──────── Source information

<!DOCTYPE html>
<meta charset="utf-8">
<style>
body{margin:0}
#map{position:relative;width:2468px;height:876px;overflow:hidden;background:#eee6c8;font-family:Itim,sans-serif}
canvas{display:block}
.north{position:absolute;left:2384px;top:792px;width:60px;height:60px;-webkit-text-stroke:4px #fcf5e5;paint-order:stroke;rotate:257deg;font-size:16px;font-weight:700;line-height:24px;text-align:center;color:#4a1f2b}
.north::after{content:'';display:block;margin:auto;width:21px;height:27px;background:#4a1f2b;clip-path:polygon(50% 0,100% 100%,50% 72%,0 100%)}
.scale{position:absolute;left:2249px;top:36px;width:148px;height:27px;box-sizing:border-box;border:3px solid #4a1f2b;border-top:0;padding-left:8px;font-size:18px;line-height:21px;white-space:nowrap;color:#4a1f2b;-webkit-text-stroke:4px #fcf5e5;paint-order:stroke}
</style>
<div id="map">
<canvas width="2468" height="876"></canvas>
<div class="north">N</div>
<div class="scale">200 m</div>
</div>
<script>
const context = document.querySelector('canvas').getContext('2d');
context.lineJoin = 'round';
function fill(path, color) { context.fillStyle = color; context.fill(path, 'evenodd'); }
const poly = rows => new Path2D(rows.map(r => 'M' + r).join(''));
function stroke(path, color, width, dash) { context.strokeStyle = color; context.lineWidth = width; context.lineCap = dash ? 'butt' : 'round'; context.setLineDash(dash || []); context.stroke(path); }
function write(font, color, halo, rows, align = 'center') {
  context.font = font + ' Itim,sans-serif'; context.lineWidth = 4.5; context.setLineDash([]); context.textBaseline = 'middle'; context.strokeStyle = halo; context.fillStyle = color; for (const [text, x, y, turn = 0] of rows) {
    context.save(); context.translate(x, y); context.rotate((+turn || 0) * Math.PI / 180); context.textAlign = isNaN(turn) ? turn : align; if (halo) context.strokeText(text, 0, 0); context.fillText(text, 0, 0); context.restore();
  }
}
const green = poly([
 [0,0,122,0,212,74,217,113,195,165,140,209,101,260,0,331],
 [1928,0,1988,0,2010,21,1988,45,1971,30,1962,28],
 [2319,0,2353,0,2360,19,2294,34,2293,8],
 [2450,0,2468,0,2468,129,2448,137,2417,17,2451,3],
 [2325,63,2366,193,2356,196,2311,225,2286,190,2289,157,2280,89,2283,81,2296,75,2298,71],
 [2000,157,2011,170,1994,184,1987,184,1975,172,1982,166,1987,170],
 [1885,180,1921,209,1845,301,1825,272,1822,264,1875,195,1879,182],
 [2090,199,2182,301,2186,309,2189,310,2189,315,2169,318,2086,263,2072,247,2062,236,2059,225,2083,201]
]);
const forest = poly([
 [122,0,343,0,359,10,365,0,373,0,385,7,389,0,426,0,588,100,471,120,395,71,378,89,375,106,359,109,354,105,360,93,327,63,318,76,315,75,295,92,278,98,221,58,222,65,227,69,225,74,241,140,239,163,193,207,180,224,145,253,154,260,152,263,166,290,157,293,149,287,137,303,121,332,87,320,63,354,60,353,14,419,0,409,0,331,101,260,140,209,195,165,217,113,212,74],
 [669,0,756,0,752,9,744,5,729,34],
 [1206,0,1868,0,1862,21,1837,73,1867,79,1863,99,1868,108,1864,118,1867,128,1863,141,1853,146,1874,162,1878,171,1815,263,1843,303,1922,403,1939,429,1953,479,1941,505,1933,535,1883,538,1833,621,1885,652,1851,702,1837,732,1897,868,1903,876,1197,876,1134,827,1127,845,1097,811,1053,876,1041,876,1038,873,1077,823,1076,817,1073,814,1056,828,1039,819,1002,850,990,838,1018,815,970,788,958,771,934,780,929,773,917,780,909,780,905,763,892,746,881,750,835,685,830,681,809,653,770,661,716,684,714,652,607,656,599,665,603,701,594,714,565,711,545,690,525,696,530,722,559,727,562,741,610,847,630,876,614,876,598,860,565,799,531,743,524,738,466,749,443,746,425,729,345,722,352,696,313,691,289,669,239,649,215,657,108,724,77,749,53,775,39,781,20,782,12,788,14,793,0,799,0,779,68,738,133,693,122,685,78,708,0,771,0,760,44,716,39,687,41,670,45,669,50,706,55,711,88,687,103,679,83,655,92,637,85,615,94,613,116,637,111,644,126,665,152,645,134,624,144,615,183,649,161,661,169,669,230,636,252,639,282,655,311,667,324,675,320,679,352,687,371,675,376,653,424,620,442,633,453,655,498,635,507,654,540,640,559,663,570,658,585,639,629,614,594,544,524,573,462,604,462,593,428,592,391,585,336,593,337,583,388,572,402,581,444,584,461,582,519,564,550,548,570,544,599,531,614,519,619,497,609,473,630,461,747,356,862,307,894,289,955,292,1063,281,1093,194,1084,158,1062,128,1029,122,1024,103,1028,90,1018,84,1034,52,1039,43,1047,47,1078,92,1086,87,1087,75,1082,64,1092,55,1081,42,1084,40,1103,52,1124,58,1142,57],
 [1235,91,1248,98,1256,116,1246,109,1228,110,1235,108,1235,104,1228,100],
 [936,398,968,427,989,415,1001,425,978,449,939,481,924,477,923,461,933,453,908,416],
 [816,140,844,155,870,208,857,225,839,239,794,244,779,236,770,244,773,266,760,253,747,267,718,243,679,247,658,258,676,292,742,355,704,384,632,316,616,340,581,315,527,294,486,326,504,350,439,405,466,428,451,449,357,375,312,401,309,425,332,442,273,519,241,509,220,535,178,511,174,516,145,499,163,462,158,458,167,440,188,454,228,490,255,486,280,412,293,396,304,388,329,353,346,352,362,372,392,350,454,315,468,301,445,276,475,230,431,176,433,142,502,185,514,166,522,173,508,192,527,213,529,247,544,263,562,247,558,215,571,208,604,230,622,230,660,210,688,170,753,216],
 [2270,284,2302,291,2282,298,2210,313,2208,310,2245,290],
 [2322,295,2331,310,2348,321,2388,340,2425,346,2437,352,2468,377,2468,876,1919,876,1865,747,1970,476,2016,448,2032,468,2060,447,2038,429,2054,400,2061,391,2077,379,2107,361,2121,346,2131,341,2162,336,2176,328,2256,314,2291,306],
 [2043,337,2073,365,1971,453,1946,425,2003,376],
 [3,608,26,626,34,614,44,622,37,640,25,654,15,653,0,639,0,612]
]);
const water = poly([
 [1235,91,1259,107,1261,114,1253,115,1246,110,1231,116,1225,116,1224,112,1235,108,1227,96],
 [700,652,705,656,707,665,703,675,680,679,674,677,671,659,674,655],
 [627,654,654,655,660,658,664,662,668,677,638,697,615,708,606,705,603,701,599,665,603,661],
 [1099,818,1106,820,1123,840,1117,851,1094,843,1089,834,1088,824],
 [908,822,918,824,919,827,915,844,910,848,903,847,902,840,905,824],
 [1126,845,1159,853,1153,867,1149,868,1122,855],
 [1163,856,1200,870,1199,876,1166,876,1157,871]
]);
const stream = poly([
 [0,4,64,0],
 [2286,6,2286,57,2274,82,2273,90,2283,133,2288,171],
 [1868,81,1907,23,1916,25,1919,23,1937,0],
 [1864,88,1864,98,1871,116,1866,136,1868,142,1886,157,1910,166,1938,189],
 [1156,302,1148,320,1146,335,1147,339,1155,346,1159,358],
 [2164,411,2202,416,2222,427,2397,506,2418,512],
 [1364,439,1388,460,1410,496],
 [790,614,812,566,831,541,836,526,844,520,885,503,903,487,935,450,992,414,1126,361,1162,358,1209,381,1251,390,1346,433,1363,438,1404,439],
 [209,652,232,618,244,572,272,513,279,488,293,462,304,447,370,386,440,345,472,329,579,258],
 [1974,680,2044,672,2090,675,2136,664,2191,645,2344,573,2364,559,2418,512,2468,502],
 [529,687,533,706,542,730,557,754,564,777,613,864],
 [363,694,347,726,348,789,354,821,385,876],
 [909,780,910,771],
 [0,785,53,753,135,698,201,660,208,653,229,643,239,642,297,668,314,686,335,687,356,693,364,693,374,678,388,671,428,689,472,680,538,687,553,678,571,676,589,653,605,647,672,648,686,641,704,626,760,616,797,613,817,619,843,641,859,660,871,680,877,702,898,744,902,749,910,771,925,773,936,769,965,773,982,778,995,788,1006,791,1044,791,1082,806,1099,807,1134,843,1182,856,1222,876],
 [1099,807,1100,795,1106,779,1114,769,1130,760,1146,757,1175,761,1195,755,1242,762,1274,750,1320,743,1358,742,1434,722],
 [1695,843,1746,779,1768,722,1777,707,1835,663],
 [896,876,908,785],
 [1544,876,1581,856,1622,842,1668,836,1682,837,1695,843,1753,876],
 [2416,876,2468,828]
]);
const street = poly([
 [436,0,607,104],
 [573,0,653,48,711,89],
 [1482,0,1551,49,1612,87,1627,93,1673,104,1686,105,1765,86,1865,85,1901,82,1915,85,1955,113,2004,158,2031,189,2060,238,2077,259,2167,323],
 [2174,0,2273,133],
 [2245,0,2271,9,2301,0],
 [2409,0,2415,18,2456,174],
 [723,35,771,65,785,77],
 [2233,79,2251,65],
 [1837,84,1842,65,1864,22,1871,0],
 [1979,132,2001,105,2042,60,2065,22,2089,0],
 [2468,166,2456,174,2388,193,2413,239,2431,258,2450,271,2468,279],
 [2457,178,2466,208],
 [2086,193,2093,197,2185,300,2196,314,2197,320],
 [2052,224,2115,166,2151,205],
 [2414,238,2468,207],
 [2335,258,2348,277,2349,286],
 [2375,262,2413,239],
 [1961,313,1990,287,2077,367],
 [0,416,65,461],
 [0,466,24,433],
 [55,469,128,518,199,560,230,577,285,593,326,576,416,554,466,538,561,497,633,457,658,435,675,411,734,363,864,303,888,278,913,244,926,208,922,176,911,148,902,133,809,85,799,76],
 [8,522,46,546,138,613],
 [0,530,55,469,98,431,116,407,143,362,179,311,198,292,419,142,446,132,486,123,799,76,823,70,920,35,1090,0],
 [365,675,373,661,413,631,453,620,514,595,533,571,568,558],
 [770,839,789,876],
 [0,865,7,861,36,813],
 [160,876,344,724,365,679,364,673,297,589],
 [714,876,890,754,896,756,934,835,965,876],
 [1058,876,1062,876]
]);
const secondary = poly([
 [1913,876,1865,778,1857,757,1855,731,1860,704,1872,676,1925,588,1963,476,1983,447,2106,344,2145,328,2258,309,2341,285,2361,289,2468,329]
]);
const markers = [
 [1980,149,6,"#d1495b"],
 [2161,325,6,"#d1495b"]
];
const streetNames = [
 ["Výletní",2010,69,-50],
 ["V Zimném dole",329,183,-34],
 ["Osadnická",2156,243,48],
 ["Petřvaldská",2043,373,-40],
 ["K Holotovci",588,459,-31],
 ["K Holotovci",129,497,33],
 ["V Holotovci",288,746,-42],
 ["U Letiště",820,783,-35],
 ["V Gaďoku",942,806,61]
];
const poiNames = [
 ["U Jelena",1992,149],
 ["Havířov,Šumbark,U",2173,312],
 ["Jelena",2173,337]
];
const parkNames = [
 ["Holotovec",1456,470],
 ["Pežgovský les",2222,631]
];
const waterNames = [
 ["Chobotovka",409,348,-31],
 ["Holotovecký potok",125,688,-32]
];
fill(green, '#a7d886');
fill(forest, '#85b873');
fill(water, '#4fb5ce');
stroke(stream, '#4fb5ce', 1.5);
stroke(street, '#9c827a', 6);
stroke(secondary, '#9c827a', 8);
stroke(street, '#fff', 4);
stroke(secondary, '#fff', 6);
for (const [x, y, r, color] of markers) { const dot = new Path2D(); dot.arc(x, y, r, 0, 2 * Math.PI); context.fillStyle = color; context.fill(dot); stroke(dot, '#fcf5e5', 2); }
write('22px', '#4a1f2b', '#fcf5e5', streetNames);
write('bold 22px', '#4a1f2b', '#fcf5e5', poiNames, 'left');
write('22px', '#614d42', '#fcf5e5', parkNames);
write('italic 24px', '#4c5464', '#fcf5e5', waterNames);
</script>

────────────────

> _What you should do_
Each line above where the word "left" occurs should be returned in full.

> _Solution_
.north{position:absolute;left:2384px;top:792px;width:60px;height:60px;-webkit-text-stroke:4px #fcf5e5;paint-order:stroke;rotate:257deg;font-size:16px;font-weight:700;line-height:24px;text-align:center;color:#4a1f2b}
.scale{position:absolute;left:2249px;top:36px;width:148px;height:27px;box-sizing:border-box;border:3px solid #4a1f2b;border-top:0;padding-left:8px;font-size:18px;line-height:21px;white-space:nowrap;color:#4a1f2b;-webkit-text-stroke:4px #fcf5e5;paint-order:stroke}
write('bold 22px', '#4a1f2b', '#fcf5e5', poiNames, 'left');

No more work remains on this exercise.